Pocos autores contemporáneos dotan de tanta densidad y definición a sus personajes e historias. Pocos retratan así la complejidad de los sentimientos humanos. A la vieja pregunta de C. S. Lewis acerca de si los críticos pueden aún disfrutar de la experiencia de leer después de haber convertido la lectura en su modo de trabajo, cabe responder: con libros como los de Juan Gabriel Vásquez, sí, ¡y de qué forma!

Tres preguntas para Juan Gabriel Vásquez

P. En sus relatos un solo hecho azaroso cifra la vida del protagonista. ¿Por qué esa forma de contar?

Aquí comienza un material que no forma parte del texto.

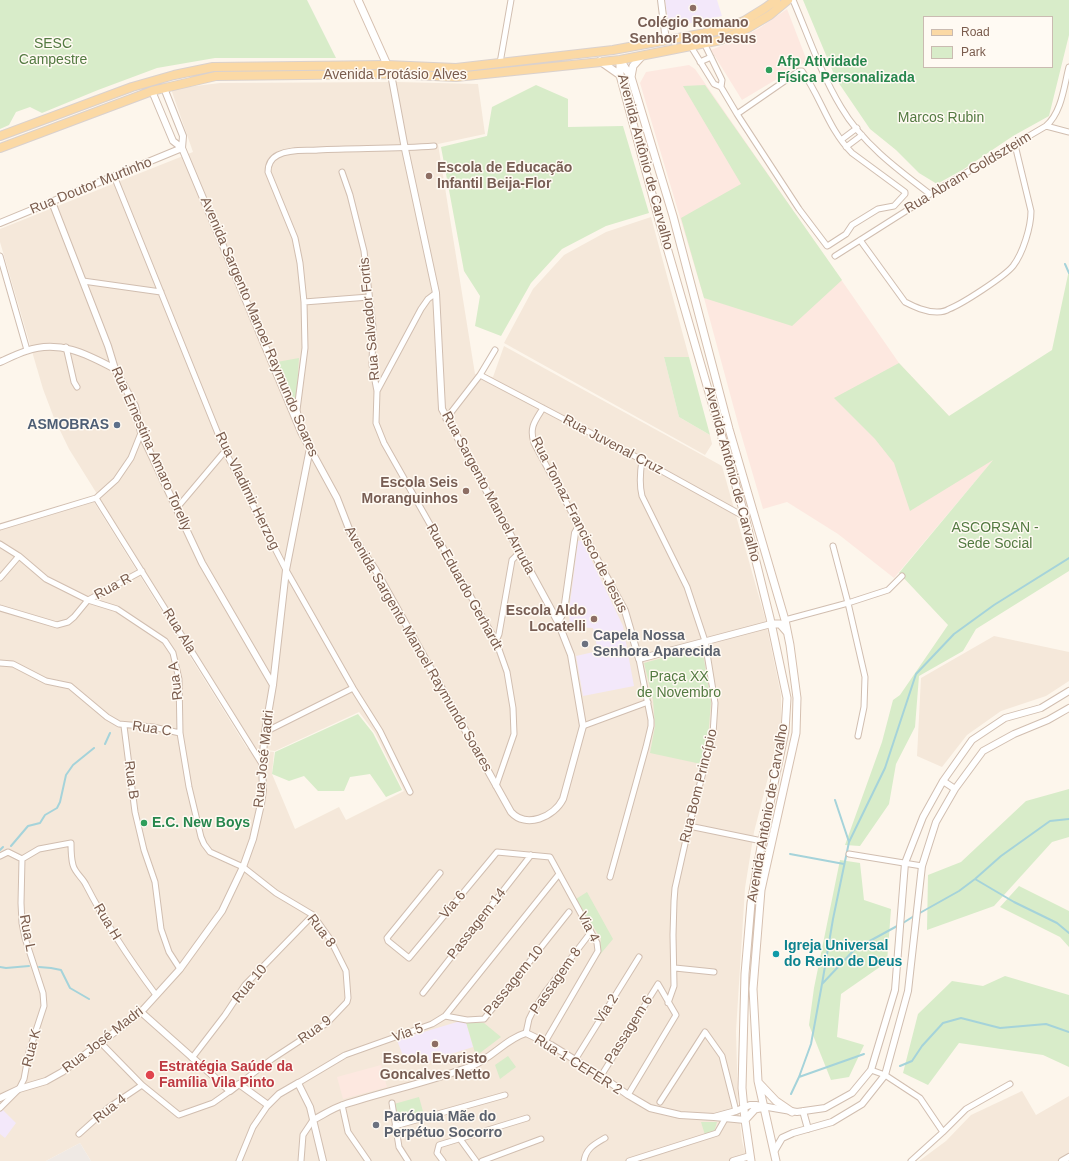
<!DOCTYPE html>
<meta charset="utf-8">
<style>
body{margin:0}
#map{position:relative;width:1069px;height:1161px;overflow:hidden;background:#fdf6ec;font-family:Arial,sans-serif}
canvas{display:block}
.legend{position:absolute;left:923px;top:16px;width:130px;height:52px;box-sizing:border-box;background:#fffaf3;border:1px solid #cabbb1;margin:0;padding:5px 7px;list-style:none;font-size:12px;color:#7a5c4d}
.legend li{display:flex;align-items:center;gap:8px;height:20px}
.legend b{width:20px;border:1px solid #cabbb1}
</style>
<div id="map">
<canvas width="1069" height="1161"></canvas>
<ul class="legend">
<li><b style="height:5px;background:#fbd9a5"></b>Road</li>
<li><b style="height:11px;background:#d8ecc9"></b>Park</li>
</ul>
</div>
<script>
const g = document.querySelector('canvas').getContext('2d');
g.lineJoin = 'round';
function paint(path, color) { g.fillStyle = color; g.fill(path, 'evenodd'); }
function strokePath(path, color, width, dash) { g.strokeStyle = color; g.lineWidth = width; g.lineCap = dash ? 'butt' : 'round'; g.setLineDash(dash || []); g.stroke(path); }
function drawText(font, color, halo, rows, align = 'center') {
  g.font = font + ' Arial,sans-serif'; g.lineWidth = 3; g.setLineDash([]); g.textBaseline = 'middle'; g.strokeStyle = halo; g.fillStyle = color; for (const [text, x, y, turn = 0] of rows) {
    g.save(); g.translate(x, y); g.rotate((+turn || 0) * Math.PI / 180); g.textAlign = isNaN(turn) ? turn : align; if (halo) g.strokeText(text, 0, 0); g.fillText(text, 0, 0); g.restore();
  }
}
const residential = new Path2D(`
 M398,82L478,84L485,134L438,144L475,374L493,377L504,346L722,466L765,618L781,695V727L754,832L745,888L736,1031L738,1103L742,1141L747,1161H91L80,1143L46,1161H0V530L94,502L247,748L274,752L272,774L295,829L339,807L346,820L404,791L375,733L359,712L275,751L256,749L69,449L54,418L43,389L0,242V229L193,152L171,89L220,83Z
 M651,217L689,357H664L679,417L710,435L712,444L705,455L504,343L533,289L564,255L606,232Z
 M994,636L1069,652V681L1046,696L1001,711L967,735L942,767L917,756L921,678Z
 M1022,1091L1036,1115L1069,1096V1161H919L946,1141L971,1115Z`);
const commercial = new Path2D(`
 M787,9L807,61L742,100L711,50L736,40L758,29Z
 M689,65L695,69L899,363L949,416L994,459L894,578L838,534L787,502L763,509L739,427L704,298L640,83L646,72Z
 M381,1065L387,1087L343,1099L337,1077Z`);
const industrial = new Path2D(`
 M80,1143L91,1161H46Z`);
const education = new Path2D(`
 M665,0H717L722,16L669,28Z
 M582,540L623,626L634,686L583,696L576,656L598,651L593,628L570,627L569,611L578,541Z
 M457,1022H466L473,1047L423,1063L403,1056L397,1040Z
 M2,1109L16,1123L5,1138L0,1134V1111Z`);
const green = new Path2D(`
 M0,0H307L336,58H215L157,68L98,90L42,113L30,107L16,112L9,125L0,129Z
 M803,0H1069V35L1049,116L1013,136L964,169L937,184L919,173L896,150L870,129L836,79ZM924,17H1052V67H924Z
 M536,85L568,99V127L623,126L649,213L606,226L562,249L531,283L501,336L475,326L480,296L464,271L441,147L487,136L492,107Z
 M705,85L842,280L792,326L704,298L681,218L741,184L683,86Z
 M1069,270V571L976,629L963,651L919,676L915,727L896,764L889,804L860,846L845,845L882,742L893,700L900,695L948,625L899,573L993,460L910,511L894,463L875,439L834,398L899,363L949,416L1052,350Z
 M664,357H689L710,435L679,417Z
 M299,358L296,409L277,362Z
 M702,647L711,702L708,739L701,764L650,753L655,726L653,700L644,663Z
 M358,714L373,733L402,790L386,797L370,774L350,777L344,791H318L304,776L289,781L272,774L275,752Z
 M1069,789V837L1052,842L994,906L927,930L928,875L961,862L1026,801Z
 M840,860L860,863L864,900L891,909L887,962L841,994L837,1037L864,1045L849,1077L831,1080L809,1025L814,988Z
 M1019,886L1069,911V947L1060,937L1000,907Z
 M587,892L613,939L598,957L601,939L576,899Z
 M1005,976L1069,995V1067L1043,1055L959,1043L928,1085L903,1073L918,1014L952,981L983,986Z
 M466,1022L484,1023L501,1037L476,1056Z
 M508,1056L516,1067L500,1079L495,1065Z
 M419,1097L424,1115L399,1122L394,1104Z
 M701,1122H717L714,1132L705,1135Z`);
const stream = new Path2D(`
 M1065,264L1069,273
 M105,744L110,733
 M835,800L849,842
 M11,846L28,826L40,823L45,815L57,808L60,802L66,775L73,765L94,748
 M0,850L3,847
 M790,854L844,864
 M975,879L1014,902L1057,923L1069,933
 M918,914L959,891L975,879L1001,856L1050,821L1069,819
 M903,923L914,916
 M0,967L6,968L29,966
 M39,967L51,968L61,970L70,988L89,999
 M822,984L833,919L849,842L885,768L916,674L954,634L994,605L1069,558
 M900,1066L912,1061L922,1046L943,1023L961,1018L1000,1028L1046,1024L1069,1032
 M799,1077L864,1054
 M791,1094L799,1077L811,1044L822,984L855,949L899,925`);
const minor = new Path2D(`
 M793,0C808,35 821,74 841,107C862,143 897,169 930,194
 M690,45L714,84L721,87L722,80L704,43
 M700,62L711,57
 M500,63L511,0
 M721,87L737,114L799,71H802C821,97 828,129 852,153L905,192V194L894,206L878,209L852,225L846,234L829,245L827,246L799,209L737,114
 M1046,126L1069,132
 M841,140L857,128
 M846,147L862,135
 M342,172L350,195L364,251L373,327L372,365L377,391L376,423L384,443L496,641L507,672L513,708L514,734L496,786
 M114,176L225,451L286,570L353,688L380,731L410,792
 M860,240L905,302C915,307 925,312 937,312C941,312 946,311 949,309C962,304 1004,277 1013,266C1023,253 1031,227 1031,211L1015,145
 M0,256L27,350
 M835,256L917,204L930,194L1046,126C1062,112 1064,86 1069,67
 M83,281L161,292
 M304,302L369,297
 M66,347L74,382L77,387
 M480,375L642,460L745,517
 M377,391L421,309L428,299L436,293
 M543,408C535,421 529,427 534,443L579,526
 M446,419L480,375L495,350
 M300,424L297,410L305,348L304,302L300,263L295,238L268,172C268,164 272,158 278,155C290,149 305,151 318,150C356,148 395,149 434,146
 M642,460C640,473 639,484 642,496L687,587L705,641L715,703L713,734L689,826L675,888L674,901L673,935L674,986L668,1003
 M96,498L262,764
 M176,509L225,451
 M0,527L96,498L116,480L131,458L141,433
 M0,544L19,556L46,579L88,600L117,609L165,641L173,653L179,679L180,733L189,787L201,837L204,844L210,852L243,867L276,893L313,915L330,939L346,971L348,998L347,1002L327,1023L272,1059L239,1084
 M833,546L848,603L865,677L864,707L858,736
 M0,578L19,556
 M0,608L57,625L68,622L74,617L88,600L142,571
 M785,620L848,603L888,590L902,576
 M496,641L499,634L512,560L520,552
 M0,663L13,664L46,681L70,686L107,717L119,724L153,727L180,733
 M124,726L135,812L144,850L155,882L161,929L169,952L180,969
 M583,726L648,702
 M265,732L353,688
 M689,826L762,841
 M849,854L922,866
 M0,856L8,852L22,859
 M22,859L39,849L71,843C71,850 71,858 73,865C75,873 83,878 86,885C106,924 130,960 156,995
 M440,873L387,938L388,941L409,958L497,852L550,857L597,943L598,951L545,1042
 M610,877L646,747L651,726V720L639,659
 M675,968L714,972
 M423,993L531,855
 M445,1016L467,1020L484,1019L569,912
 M526,1033L529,1019L532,1013L546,991L591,932
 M101,1043L142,1085L179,1115L213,1103L230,1091
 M192,1058L225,1015L245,985L313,915
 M575,1060L639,957
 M871,1070L885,1075L920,1098L943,1132
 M601,1076L658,984L676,1015L628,1095
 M298,1083L345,1055L432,1024L445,1016L559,874
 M660,1102L705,1032L722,1056L736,1111
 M392,1103L399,1147L408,1161
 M342,1105L348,1132L368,1161
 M0,1108L19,1089L24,1079L29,1052L44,1006L43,993L25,938L22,923L21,903L22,859
 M395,1126L505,1095
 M79,1134L108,1108L142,1085
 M460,1139L476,1161
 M239,1161L253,1127L268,1105
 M301,1161L303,1135L313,1120
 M443,1161L437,1153L439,1145L527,1118
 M482,1161L541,1139
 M584,1161C586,1148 595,1144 605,1138
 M629,1161L717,1133L725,1119V1114
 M911,1161L943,1132L966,1109L1010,1084`);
const tertiary = new Path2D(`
 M661,0L666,41
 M164,88L183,136L182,148L301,432L337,498L351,534L375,569L511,812C526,829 554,817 563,799L583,726L571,655L558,622L442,409L436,293L405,149L391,74
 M152,91L173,141L182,148
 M52,202L108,346L115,369L135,406L141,433L202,563L273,685
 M0,223L182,148
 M0,362C9,358 17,354 26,351C58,339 87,354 115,369
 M579,526L625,611L639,659L771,624
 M558,622L564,611L575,533L579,526
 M943,781L955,789
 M141,1012L230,1091L239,1084L268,1105L279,1094L298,1083L310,1107L323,1161
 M0,1098L19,1089L46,1081L62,1072L141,1012L180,969L222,911L243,867L253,839L261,804L263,790L262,764L265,732L273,685L286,570L310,448
 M803,1111L808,1129
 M714,1117L736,1111L750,1105H756L797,1112L825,1108L852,1093L871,1070L895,990L905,863L923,817L943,781L972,740L1005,718L1041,708L1069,691
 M313,1120C323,1115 333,1108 343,1105C386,1091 430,1082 472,1066C492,1058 506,1039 526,1033L551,1045L601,1076L628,1095L650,1108L680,1115L714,1117L745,1120
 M775,1150L782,1138L793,1133L832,1122L862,1104L885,1075L908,991L922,866L936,822L955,789L983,751L1014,734L1048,720L1069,708
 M733,1161L750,1156
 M1062,1161L1069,1157`);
const secondary = new Path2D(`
 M358,0L389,69
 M620,60L631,77L673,216L729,429L785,620L790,645L797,698L796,733L761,890L753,989L758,1081L776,1161
 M620,60V75L659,220L745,517L770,618L787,698L785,731L762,841L751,903L745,974L742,1088L745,1120L751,1161
 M600,61L620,75
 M631,77L633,66L642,56
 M771,624H780L787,632
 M759,1083L776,1101L792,1112
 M745,1120L755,1109L764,1107`);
const primary = new Path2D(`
 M0,136L132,87L174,75L213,67L387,65L456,68L613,50L722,30L744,21L765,8L776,0
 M0,148L152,91L216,76L391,74L456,77L620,60L721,40L748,28L770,15L788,0`);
const markers = [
 [693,8,4,"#8d6e63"],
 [769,70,4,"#2e9e5b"],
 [429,176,4,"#8d6e63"],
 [117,425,4,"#5c6f8a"],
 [466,491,4,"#8d6e63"],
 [594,619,4,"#8d6e63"],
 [585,644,4,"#6b7280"],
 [144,823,4,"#2e9e5b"],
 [776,954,4,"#0f9aa8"],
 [435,1044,4,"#8d6e63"],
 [150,1075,5,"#e0444e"],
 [376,1125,4,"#6b7280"]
];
const educationNames = [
 ["Colégio Romano",693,23],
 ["Senhor Bom Jesus",693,39],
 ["Escola de Educação",437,168,"left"],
 ["Infantil Beija-Flor",437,184,"left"],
 ["Escola Seis",458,483,"right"],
 ["Moranguinhos",458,499,"right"],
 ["Escola Aldo",586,611,"right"],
 ["Locatelli",586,627,"right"],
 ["Escola Evaristo",435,1059],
 ["Goncalves Netto",435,1075]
];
const parkNames = [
 ["SESC",53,44],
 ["Campestre",53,60],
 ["Marcos Rubin",941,118],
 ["ASCORSAN -",995,528],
 ["Sede Social",995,544],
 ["Praça XX",679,677],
 ["de Novembro",679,693]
];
const leisureNames = [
 ["Afp Atividade",777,62],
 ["Física Personalizada",777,78],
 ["E.C. New Boys",152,823]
];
const streetNames = [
 ["Avenida Protásio Alves",395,75],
 ["Avenida Antônio de Carvalho",645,162,75],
 ["Rua Abram Goldszteim",968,173,-31],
 ["Rua Doutor Murtinho",91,186,-22],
 ["Rua Salvador Fortis",370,319,-95],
 ["Avenida Sargento Manoel Raymundo Soares",259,327,67],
 ["Rua Juvenal Cruz",613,445,28],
 ["Rua Ernestina Amaro Torelly",151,449,66],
 ["Avenida Antônio de Carvalho",732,474,75],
 ["Rua Vladimir Herzog",247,491,64],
 ["Rua Sargento Manoel Arruda",488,493,62],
 ["Rua Tomaz Francisco de Jesus",579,525,63],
 ["Rua R",113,587,-28],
 ["Rua Eduardo Gerhardt",464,587,61],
 ["Rua Ala",179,631,58],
 ["Avenida Sargento Manoel Raymundo Soares",418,649,60],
 ["Rua A",176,681,-97],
 ["Rua C",152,729,8],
 ["Rua José Madri",264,759,-84],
 ["Rua B",131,780,83],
 ["Rua Bom Princípio",699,786,-76],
 ["Avenida Antônio de Carvalho",768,813,-80],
 ["Via 6",453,905,-50],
 ["Rua H",107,922,59],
 ["Passagem 14",477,924,-52],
 ["Via 4",588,927,63],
 ["Rua 8",321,931,53],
 ["Rua L",27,933,79],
 ["Passagem 10",514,981,-51],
 ["Passagem 8",556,981,-55],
 ["Rua 10",250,984,-50],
 ["Via 2",607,1009,-58],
 ["Rua 9",315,1030,-36],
 ["Passagem 6",629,1030,-58],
 ["Via 5",408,1033,-19],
 ["Rua José Madri",103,1040,-38],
 ["Rua K",32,1048,-75],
 ["Rua 1 CEFER 2",578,1065,32],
 ["Rua 4",110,1109,-38]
];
const serviceNames = [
 ["ASMOBRAS",109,425]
];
const worshipNames = [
 ["Capela Nossa",593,636],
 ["Senhora Aparecida",593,652],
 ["Paróquia Mãe do",384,1117],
 ["Perpétuo Socorro",384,1133]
];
const cultureNames = [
 ["Igreja Universal",784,946],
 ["do Reino de Deus",784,962]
];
const healthNames = [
 ["Estratégia Saúde da",159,1067],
 ["Família Vila Pinto",159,1083]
];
paint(residential, '#f5e8da');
paint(commercial, '#fde8e0');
paint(industrial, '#efe9e4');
paint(education, '#f3e8fa');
paint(green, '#d8ecc9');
strokePath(stream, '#a5d3da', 2);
strokePath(minor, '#d1beb0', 7);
strokePath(tertiary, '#d1beb0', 8);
strokePath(secondary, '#d6c0b0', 9);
strokePath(primary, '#dad1cd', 10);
strokePath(minor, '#fff', 5);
strokePath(tertiary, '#fff', 6);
strokePath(secondary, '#fff', 7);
strokePath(primary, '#fbd9a5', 8);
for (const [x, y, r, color] of markers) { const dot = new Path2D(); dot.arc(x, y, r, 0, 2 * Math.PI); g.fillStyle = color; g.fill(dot); strokePath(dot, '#fffaf3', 1.5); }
drawText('bold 14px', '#785e54', '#fffaf3', educationNames);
drawText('14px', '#537a41', '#fffaf3', parkNames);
drawText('bold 14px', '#27864d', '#fffaf3', leisureNames, 'left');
drawText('14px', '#7a5c4d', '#fffaf3', streetNames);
drawText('bold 14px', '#4e5e75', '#fffaf3', serviceNames, 'right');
drawText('bold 14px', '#5b616d', '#fffaf3', worshipNames, 'left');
drawText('bold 14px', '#0d838f', '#fffaf3', cultureNames, 'left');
drawText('bold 14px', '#be3a42', '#fffaf3', healthNames, 'left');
</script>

R. Lo que usted llama un hecho azaroso para mí es una epifanía: el momento en que el hombre descubre algo esencial sobre sí mismo. Esos momentos están entre los más ricos, pero son muy difíciles de asir en literatura. El relato lo hace mejor que nadie

P. ¿Cómo se organiza un libro de relatos? ¿Se piensan como un todo?

R. Creo en el libro de relatos como conjunto. Es decir, antes de escribir el primer cuento tengo una vaga idea del libro completo. Los libros que me gustan, desde Dublineses de Joyce hasta Jesus’ Son de Johnson, funcionan así.

P. En qué ámbito se siente más a gusto, en el cuento o en la novela?

R. Son especies demasiado distintas como para hablar de preferencias. Yo diría que sólo tienen en común el ser ficciones en prosa. La novela está más emparentada con la épica, me parece, mientras que un buen cuento es casi como un poema.